(WHAT THIS TASK INVOLVES):
Since only part of the records is wanted, repeat exactly the lines from the one containing "Where are all" through the last line, both included.

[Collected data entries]
*** Block opens ***
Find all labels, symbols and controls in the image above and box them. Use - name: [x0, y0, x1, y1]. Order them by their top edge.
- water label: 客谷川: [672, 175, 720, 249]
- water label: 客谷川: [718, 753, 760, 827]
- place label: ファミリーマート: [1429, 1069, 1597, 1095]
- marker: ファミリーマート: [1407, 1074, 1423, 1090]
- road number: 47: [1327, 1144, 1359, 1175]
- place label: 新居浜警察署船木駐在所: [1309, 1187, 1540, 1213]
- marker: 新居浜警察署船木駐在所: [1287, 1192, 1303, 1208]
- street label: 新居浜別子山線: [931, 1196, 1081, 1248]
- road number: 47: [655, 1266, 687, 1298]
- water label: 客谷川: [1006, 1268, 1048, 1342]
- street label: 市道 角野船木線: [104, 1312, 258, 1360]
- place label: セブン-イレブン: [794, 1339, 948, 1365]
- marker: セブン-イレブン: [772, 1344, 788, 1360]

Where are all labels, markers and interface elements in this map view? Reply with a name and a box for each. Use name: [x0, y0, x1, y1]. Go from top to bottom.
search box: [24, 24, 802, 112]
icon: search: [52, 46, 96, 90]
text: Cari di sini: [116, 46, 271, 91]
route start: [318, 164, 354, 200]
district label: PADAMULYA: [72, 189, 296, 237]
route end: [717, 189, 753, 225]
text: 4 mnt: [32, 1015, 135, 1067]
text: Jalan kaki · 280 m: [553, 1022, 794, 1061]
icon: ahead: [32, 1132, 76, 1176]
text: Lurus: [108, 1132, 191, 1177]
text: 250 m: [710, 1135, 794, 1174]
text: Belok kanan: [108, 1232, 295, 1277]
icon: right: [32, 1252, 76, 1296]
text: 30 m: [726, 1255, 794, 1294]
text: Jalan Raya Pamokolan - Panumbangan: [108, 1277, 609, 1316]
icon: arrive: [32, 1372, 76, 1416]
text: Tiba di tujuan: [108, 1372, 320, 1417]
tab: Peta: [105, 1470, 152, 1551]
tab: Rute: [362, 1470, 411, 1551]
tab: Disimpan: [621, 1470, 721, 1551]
*** Block closes ***
(REPLY TO THE EXERCISE):
Where are all labels, markers and interface elements in this map view? Reply with a name and a box for each. Use name: [x0, y0, x1, y1]. Go from top to bottom.
search box: [24, 24, 802, 112]
icon: search: [52, 46, 96, 90]
text: Cari di sini: [116, 46, 271, 91]
route start: [318, 164, 354, 200]
district label: PADAMULYA: [72, 189, 296, 237]
route end: [717, 189, 753, 225]
text: 4 mnt: [32, 1015, 135, 1067]
text: Jalan kaki · 280 m: [553, 1022, 794, 1061]
icon: ahead: [32, 1132, 76, 1176]
text: Lurus: [108, 1132, 191, 1177]
text: 250 m: [710, 1135, 794, 1174]
text: Belok kanan: [108, 1232, 295, 1277]
icon: right: [32, 1252, 76, 1296]
text: 30 m: [726, 1255, 794, 1294]
text: Jalan Raya Pamokolan - Panumbangan: [108, 1277, 609, 1316]
icon: arrive: [32, 1372, 76, 1416]
text: Tiba di tujuan: [108, 1372, 320, 1417]
tab: Peta: [105, 1470, 152, 1551]
tab: Rute: [362, 1470, 411, 1551]
tab: Disimpan: [621, 1470, 721, 1551]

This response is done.